▸ The task
From the records that follow, give the number of lines that include the word "Impasse", with no further words.

** Data extract follows **

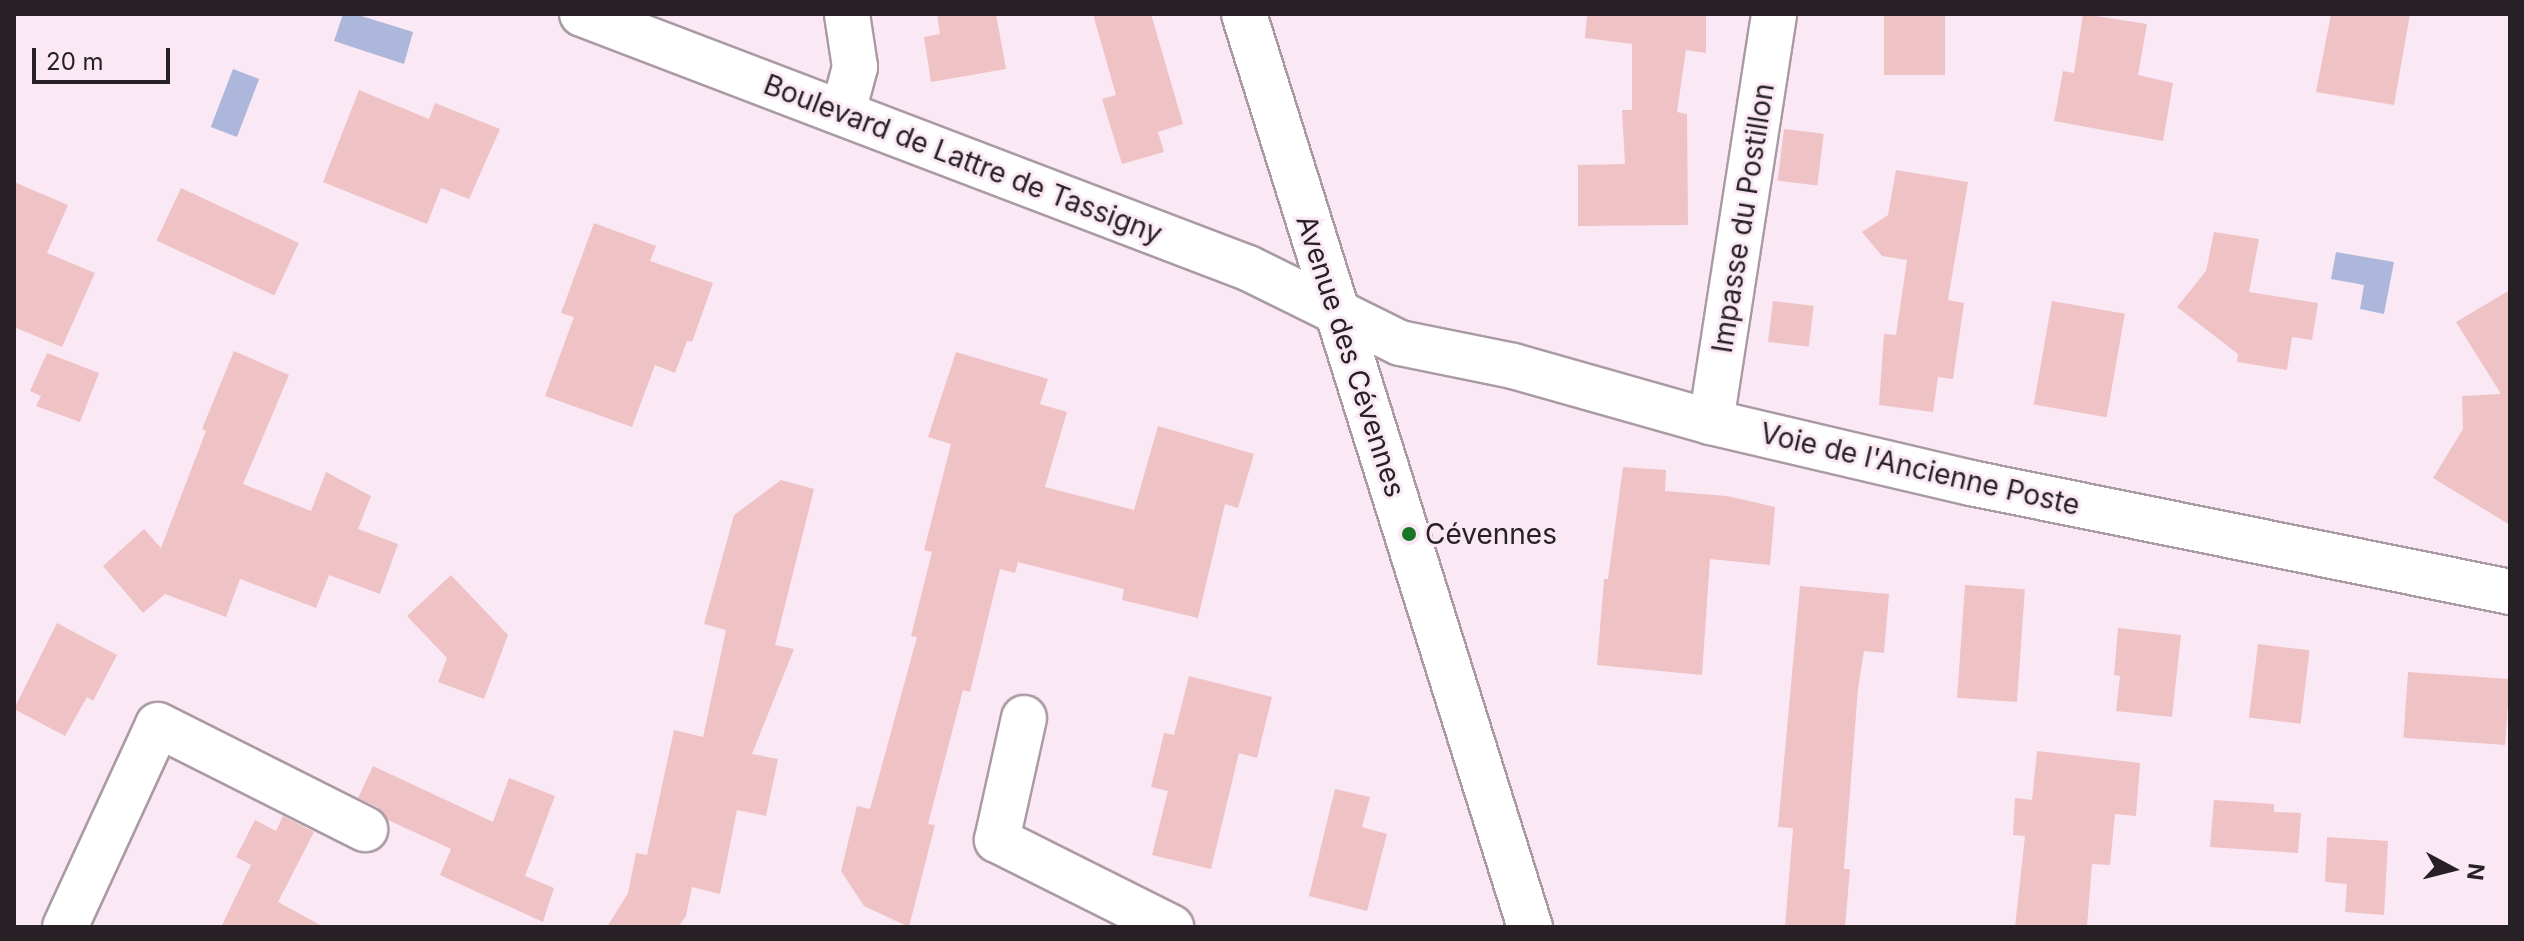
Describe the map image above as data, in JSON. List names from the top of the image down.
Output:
{
  "streets": {
    "street": [
      "Boulevard de Lattre de Tassigny",
      "Impasse du Postillon",
      "Avenue des Cévennes",
      "Voie de l'Ancienne Poste"
    ]
  },
  "crossings": [
    ["Boulevard de Lattre de Tassigny", "Avenue des Cévennes"],
    ["Boulevard de Lattre de Tassigny", "Voie de l'Ancienne Poste"],
    ["Impasse du Postillon", "Voie de l'Ancienne Poste"],
    ["Avenue des Cévennes", "Voie de l'Ancienne Poste"]
  ],
  "places": ["Cévennes"],
  "scale_bar": "20 m",
  "north": "right"
}
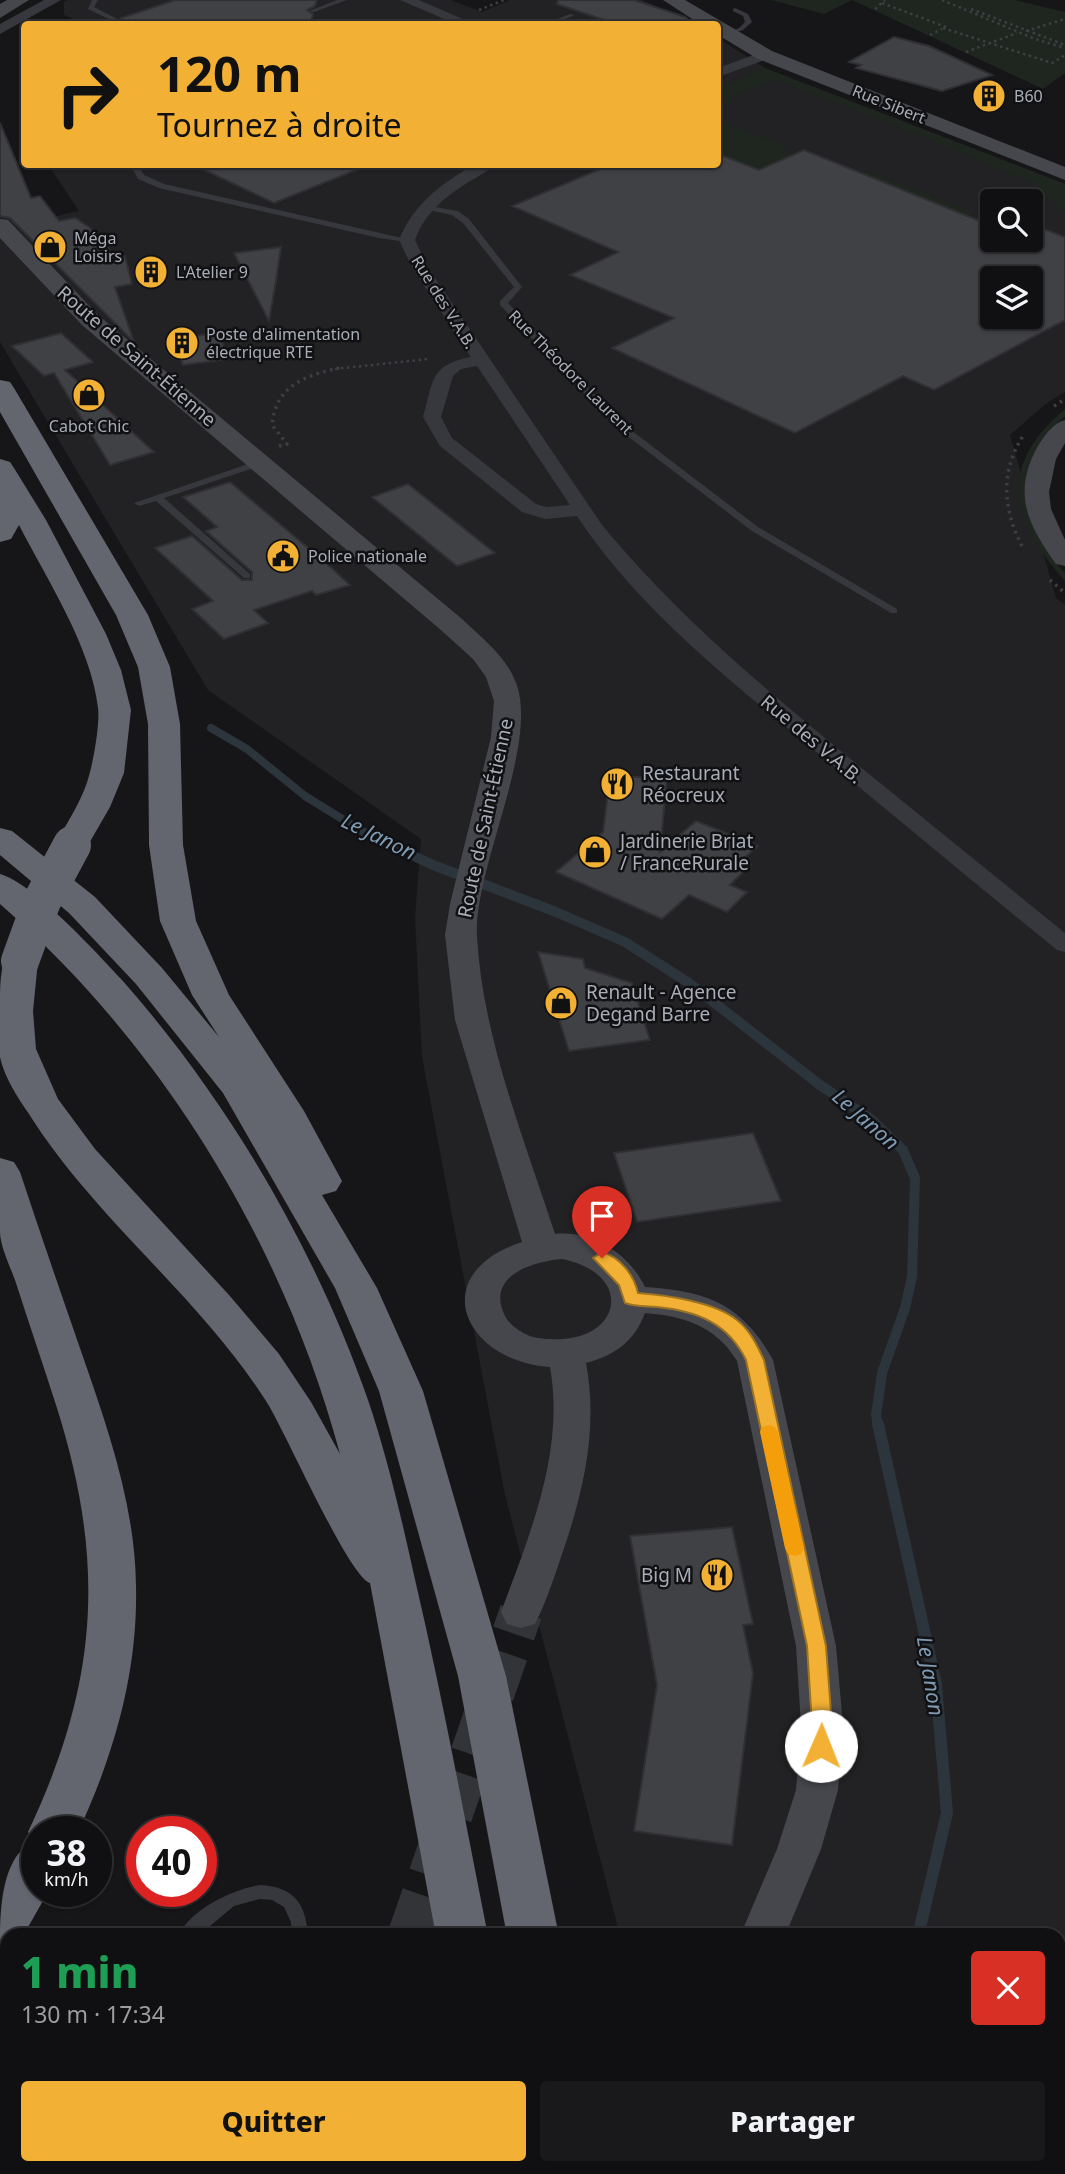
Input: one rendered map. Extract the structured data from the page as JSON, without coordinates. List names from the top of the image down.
{
  "streets": {
    "street": ["Rue Sibert", "Rue des V.A.B.", "Route de Saint-Étienne"],
    "lane": ["Rue Théodore Laurent"]
  },
  "crossings": [
    ["Rue des V.A.B.", "Rue Théodore Laurent"]
  ],
  "water": ["Le Janon"],
  "places": {
    "building": ["B60", "L'Atelier 9", "Poste d'alimentation électrique RTE"],
    "shop": [
      "Méga Loisirs",
      "Cabot Chic",
      "Jardinerie Briat / FranceRurale",
      "Renault - Agence Degand Barre"
    ],
    "public building": ["Police nationale"],
    "restaurant": ["Restaurant Réocreux", "Big M"]
  },
  "page": {
    "turn": ["120 m", "Tournez à droite"],
    "speed": "38 km/h",
    "limit": "40",
    "heading": ["1 min", "130 m · 17:34"],
    "buttons": ["Quitter", "Partager"]
  }
}
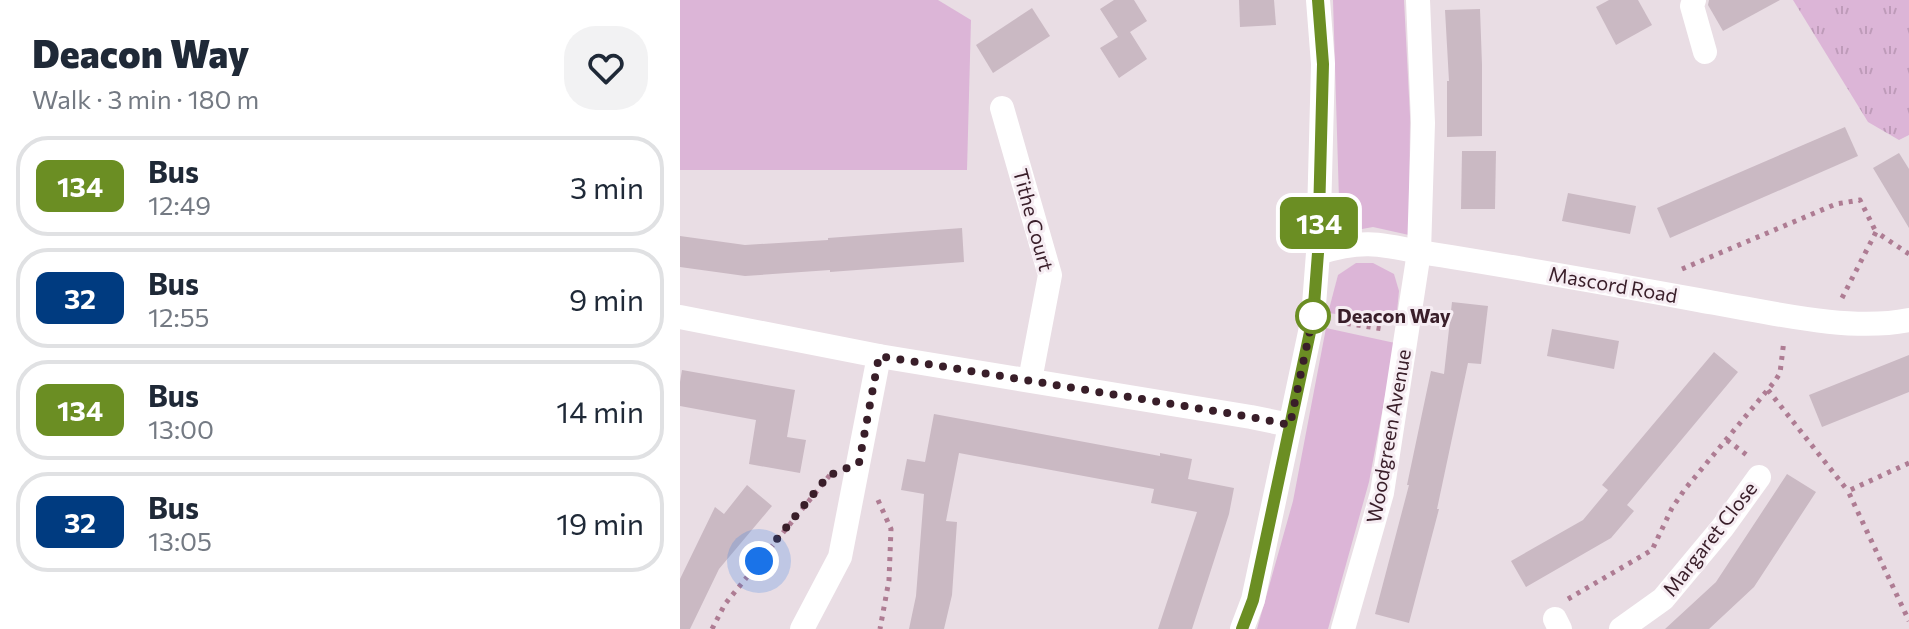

** End of Data extract **

▸ Answer section
2